I find my facility with mathematical notation has gone to the dogs, as I have been trying (but failing) to put together the equation that postulates that the probability of all conversations leading to Trump over time is 1.0. Certainly this is true in Washington, DC. Maybe one of our readers from the ranks of engineers can put it together for me in the comments.

In any case, it is one life’s little delights to see how Trump has every right thinking person with their knickers in a twist because he has not properly genuflected at the passing of John McCain. Yes, I know, Trump has relented a bit late today with a new statement and lowering the White House flag to half-staff. But wasn’t it fun to watch the perpetual motion that is the Trump Outrage Apparat at full steam for 24 hours?

Is anyone surprised that Trump wouldn’t join the hosanna chorus for McCain? Is this really some kind of new information? I decline, at the moment of McCain’s passing, to detail my complaints about McCain; there will be plenty of time for that later. But I do note that the lack of regard between Trump and McCain appears to have been reciprocal, as McCain seems to have pointedly excluded Trump from his funeral observance, in preference for George W. Bush and Obama. Even Richard Nixon had Bill Clinton speak at his funeral in 1994, though I am sure Nixon despised Clinton. What—was McCain afraid that Trump would repeat his joke about liking heroes who weren’t captured? (That was, I thought, Trump’s peak World Wide Wrestling move—an aspect that was lost on nearly everyone.)

But in the annals of presidential churlishness, Trump’s predictably dismissive attitude toward McCain is nothing compared to the way Franklin Roosevelt and his administration went to great lengths to try to prevent Hoover Dam from being named for Herbert Hoover—an effort that went on for over a decade.

Wikipedia has a decent and fair summary of the matter:

After Hoover’s election defeat in 1932 and the accession of the Roosevelt administration, Interior Secretary Harold Ickes ordered on May 13, 1933, that the dam be referred to as “Boulder Dam”. Ickes stated that Wilbur had been imprudent in naming the dam after a sitting president, that Congress had never ratified his choice, and that it had long been referred to as Boulder Dam. Unknown to the general public, Attorney General Homer Cummings informed Ickes that Congress had indeed used the name “Hoover Dam” in five different bills appropriating money for construction of the dam. The official status this conferred to the name “Hoover Dam” had been noted on the floor of the House of Representatives by Congressman Edward T. Taylor of Colorado on December 12, 1930, but was likewise ignored by Ickes.

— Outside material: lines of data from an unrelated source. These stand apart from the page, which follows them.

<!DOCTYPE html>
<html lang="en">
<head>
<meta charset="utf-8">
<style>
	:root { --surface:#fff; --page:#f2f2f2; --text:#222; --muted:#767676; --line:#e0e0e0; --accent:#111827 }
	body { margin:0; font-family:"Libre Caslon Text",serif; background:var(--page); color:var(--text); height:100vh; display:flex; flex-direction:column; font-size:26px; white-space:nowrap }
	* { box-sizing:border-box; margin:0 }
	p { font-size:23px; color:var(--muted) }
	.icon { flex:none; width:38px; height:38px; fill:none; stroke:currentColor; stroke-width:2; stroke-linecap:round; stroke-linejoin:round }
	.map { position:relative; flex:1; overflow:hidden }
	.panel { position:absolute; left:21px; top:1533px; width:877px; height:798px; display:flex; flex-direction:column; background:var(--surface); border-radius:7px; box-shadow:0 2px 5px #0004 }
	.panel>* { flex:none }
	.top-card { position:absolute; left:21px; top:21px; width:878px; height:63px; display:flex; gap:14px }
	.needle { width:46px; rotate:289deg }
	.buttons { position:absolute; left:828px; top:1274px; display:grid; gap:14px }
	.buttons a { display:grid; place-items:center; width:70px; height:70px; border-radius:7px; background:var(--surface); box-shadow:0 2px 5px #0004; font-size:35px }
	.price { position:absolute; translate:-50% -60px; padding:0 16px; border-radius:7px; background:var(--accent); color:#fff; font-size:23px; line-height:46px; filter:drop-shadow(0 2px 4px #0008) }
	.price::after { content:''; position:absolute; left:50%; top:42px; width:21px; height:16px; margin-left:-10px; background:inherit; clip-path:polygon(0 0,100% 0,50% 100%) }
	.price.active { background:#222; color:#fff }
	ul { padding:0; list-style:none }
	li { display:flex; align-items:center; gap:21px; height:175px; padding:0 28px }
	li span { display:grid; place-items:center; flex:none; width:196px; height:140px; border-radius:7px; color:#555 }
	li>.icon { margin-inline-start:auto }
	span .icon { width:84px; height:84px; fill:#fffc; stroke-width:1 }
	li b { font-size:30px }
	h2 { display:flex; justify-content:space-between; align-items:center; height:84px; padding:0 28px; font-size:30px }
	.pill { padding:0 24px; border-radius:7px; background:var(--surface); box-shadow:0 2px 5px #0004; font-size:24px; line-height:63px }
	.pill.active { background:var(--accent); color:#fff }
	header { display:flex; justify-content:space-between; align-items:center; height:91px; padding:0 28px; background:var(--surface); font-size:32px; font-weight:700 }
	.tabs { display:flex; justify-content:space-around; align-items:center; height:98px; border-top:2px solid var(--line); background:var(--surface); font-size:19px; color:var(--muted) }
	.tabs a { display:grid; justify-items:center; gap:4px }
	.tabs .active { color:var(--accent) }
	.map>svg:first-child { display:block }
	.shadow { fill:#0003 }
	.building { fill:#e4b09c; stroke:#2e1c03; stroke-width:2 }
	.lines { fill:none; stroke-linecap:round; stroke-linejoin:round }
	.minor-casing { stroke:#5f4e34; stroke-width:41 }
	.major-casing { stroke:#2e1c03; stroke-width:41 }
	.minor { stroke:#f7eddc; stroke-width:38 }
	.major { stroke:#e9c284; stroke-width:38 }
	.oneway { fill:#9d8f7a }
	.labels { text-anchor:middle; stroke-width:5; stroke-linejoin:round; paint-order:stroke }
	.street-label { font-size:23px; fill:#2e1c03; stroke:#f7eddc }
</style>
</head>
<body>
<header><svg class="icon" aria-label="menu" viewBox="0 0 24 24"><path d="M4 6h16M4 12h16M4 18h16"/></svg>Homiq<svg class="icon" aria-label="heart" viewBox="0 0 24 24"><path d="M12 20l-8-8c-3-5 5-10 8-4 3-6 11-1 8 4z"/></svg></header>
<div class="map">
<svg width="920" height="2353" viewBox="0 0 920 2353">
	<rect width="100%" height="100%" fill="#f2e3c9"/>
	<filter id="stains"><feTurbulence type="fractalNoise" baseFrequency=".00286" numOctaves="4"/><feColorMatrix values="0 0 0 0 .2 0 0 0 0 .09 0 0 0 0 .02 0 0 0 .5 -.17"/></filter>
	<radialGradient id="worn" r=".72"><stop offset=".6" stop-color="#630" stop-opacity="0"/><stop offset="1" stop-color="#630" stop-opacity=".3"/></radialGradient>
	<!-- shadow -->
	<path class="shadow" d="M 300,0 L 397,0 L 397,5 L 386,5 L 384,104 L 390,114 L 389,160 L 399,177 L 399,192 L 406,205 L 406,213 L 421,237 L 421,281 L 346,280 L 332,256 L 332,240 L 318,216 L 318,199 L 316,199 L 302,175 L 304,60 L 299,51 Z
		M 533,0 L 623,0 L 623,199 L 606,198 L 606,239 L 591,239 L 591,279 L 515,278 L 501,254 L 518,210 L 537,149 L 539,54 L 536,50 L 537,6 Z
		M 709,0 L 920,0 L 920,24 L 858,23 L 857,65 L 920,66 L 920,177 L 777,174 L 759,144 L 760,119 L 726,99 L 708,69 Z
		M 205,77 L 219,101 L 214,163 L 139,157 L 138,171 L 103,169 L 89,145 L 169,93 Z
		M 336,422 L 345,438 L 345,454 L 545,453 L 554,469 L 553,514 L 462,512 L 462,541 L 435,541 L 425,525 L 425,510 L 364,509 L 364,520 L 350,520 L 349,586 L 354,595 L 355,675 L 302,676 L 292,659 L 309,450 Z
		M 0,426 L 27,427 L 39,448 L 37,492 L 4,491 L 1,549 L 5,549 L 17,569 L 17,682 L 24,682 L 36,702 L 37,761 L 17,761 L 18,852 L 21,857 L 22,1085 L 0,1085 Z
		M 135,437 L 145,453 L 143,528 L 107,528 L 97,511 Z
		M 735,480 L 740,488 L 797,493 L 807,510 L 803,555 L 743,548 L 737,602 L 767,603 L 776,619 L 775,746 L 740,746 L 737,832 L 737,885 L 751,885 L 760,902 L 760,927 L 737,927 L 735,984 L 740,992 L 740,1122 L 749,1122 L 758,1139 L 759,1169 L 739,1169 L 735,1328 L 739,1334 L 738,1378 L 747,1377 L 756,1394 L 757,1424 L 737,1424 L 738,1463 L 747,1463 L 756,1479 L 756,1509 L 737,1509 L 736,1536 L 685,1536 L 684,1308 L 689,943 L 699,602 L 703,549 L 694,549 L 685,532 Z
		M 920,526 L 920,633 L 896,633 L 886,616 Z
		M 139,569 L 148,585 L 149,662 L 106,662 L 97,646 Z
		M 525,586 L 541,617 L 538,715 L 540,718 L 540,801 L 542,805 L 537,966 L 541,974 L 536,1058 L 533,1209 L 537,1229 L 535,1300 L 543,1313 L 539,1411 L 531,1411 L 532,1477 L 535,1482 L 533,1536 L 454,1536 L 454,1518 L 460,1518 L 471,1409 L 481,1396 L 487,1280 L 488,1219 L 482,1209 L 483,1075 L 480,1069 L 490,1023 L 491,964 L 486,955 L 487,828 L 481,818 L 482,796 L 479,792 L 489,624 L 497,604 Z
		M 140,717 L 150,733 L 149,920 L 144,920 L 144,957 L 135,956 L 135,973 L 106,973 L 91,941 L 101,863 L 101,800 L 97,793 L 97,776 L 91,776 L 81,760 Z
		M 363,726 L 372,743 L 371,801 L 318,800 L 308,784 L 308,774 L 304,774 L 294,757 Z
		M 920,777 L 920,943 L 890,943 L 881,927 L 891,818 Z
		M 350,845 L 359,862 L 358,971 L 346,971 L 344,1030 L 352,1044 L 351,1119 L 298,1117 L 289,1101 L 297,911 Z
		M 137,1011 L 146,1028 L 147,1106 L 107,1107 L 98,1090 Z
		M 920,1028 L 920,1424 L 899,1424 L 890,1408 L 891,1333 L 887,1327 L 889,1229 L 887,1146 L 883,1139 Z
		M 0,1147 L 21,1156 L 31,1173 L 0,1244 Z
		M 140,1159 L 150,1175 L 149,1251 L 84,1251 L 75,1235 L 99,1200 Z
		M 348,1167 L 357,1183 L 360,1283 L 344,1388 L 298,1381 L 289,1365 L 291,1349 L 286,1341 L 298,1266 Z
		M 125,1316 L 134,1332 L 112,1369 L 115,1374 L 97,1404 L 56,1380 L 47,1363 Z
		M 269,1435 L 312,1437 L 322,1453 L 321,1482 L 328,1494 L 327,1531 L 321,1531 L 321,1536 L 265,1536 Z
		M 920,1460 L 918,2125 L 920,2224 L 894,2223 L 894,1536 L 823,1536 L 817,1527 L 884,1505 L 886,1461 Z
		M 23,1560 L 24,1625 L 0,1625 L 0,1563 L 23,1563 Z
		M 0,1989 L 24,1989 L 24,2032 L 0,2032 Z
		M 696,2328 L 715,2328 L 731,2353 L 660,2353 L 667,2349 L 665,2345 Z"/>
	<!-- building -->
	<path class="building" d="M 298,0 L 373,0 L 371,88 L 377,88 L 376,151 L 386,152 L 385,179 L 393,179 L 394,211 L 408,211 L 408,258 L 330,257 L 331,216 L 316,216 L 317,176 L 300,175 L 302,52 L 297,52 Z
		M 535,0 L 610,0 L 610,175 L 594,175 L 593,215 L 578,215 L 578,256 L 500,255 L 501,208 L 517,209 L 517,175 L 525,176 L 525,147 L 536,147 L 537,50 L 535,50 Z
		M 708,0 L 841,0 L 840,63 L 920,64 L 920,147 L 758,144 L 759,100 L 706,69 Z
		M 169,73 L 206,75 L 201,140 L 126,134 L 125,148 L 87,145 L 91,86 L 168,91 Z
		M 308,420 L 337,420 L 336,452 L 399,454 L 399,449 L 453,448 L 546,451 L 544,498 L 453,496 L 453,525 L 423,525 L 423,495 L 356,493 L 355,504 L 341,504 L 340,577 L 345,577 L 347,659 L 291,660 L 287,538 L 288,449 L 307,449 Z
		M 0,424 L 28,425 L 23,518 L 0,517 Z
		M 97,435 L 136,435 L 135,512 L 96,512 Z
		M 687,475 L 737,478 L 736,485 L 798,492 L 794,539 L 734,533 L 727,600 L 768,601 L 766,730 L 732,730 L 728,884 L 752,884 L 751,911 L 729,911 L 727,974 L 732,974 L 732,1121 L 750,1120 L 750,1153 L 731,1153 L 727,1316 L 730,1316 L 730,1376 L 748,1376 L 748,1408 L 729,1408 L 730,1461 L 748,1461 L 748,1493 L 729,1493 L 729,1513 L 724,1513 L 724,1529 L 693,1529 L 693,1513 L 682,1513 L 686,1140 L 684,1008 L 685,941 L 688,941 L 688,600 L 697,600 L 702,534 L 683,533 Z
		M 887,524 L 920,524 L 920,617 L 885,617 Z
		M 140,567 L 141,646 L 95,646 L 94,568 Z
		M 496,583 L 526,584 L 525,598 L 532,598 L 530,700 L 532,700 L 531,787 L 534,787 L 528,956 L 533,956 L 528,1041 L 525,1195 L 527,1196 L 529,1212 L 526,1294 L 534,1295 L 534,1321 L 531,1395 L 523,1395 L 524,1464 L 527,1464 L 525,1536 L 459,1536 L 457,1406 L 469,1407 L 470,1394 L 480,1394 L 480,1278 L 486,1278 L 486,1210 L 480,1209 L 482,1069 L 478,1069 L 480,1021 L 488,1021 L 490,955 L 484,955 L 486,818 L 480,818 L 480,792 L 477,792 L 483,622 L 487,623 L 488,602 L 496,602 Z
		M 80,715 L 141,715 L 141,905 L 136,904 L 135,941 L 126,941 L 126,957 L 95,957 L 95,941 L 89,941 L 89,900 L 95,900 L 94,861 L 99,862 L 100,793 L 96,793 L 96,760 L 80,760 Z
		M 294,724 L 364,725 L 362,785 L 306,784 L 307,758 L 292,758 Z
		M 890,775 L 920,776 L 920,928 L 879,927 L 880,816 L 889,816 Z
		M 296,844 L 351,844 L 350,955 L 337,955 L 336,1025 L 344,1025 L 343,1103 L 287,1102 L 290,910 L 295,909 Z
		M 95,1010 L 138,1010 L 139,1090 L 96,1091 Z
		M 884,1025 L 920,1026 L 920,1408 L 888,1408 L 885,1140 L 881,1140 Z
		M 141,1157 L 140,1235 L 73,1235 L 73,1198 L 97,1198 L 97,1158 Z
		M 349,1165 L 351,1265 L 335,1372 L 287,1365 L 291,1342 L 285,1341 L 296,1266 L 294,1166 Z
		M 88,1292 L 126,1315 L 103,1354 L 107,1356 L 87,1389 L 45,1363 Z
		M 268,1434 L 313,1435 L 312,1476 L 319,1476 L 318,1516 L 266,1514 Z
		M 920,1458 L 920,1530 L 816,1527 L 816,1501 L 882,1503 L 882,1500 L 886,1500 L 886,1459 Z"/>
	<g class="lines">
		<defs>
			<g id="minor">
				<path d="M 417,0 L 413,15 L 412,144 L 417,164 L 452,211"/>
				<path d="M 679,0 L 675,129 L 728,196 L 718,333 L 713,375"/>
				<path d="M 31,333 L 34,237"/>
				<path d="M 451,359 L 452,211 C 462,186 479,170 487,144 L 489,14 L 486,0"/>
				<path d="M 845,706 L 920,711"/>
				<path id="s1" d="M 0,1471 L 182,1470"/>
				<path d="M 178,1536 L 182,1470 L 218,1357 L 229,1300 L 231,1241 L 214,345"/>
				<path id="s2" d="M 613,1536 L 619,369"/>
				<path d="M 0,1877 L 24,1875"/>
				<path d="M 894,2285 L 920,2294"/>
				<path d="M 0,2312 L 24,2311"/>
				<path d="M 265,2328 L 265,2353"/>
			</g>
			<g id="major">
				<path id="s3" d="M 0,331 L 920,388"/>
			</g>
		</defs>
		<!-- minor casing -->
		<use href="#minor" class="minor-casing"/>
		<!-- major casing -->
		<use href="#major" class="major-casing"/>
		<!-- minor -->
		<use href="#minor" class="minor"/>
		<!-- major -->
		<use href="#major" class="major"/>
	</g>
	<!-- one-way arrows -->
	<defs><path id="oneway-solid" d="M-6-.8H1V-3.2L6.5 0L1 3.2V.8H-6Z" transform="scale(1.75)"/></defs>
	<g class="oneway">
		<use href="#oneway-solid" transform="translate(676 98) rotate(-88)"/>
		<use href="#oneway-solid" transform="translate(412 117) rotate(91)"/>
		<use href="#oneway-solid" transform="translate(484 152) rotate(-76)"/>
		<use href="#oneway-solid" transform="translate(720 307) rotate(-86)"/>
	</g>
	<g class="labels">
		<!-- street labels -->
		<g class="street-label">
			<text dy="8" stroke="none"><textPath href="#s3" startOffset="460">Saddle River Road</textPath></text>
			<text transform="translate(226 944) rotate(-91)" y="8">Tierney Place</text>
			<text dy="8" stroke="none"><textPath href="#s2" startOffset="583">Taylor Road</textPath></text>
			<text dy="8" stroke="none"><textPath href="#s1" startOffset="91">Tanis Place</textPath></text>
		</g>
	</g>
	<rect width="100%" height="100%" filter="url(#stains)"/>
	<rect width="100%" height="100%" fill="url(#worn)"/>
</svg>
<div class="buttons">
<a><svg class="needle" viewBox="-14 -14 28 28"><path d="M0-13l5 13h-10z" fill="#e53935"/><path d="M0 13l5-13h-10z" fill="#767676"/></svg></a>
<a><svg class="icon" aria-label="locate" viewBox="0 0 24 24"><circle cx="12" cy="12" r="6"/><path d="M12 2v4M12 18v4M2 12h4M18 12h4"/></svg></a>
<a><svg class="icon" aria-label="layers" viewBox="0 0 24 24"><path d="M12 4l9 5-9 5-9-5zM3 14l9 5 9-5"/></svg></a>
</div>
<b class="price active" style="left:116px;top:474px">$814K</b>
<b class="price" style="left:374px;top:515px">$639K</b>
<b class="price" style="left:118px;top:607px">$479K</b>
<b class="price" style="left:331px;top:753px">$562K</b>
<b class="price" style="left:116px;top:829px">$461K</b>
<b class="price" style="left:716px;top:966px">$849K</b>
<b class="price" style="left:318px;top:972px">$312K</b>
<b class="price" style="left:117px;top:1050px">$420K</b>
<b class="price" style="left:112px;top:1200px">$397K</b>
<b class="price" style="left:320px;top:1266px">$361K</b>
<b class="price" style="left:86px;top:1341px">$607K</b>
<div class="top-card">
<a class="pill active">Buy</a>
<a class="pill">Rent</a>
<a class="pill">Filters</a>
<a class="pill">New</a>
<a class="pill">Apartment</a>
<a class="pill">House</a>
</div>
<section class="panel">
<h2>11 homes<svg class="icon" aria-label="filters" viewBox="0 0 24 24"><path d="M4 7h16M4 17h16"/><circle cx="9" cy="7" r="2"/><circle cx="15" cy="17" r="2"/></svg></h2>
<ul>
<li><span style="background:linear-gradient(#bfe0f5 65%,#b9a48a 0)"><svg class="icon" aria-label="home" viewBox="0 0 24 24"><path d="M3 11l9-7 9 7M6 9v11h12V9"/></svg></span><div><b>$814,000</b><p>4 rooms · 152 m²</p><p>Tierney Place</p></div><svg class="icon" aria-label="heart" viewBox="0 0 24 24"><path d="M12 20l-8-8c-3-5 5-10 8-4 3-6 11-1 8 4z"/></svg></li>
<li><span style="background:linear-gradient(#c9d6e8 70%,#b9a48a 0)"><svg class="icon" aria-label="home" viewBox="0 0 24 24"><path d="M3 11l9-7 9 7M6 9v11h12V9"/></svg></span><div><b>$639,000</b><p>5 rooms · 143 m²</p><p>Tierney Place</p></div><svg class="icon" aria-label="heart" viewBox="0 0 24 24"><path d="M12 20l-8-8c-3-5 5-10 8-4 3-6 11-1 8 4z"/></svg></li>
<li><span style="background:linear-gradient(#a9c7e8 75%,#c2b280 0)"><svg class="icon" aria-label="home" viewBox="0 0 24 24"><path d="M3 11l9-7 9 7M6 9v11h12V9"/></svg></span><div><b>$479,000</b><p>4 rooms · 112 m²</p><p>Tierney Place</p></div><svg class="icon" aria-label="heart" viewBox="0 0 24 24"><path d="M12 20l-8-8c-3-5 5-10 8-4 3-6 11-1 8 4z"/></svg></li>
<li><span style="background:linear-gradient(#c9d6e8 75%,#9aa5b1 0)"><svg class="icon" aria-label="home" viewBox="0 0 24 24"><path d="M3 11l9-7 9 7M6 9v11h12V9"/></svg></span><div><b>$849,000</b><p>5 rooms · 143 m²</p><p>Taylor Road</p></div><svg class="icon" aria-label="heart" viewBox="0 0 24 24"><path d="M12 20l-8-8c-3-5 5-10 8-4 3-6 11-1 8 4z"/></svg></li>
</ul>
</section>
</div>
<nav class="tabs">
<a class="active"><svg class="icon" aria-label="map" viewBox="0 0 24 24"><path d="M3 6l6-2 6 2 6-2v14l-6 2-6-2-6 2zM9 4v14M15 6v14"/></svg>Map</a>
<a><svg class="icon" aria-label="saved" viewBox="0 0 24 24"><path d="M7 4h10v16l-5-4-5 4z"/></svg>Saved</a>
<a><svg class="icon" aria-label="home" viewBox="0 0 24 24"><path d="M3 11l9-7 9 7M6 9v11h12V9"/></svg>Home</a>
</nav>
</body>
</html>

When Ickes spoke at the dedication ceremony on September 30, 1935, he was determined, as he recorded in his diary, “to try to nail down for good and all the name Boulder Dam.” At one point in the speech, he spoke the words “Boulder Dam” five times within thirty seconds. Further, he suggested that if the dam were to be named after any one person, it should be for California Senator Hiram Johnson, a lead sponsor of the authorizing legislation. Roosevelt also referred to the dam as Boulder Dam, and the Republican-leaning Los Angeles Times, which at the time of Ickes’ name change had run an editorial cartoon showing Ickes ineffectively chipping away at an enormous sign “HOOVER DAM,” reran it showing Roosevelt reinforcing Ickes, but having no greater success.

In the following years, the name “Boulder Dam” failed to fully take hold, with many Americans using both names interchangeably and mapmakers divided as to which name should be printed. Memories of the Great Depression faded, and Hoover to some extent rehabilitated himself through good works during and after World War II. In 1947, a bill passed both Houses of Congress unanimously restoring the name “Hoover Dam.” Ickes, who was by then a private citizen, opposed the change, stating, “I didn’t know Hoover was that small a man to take credit for something he had nothing to do with.”

But by all means lets keep stomping our feet and declaring that Trump is shredding our “norms.”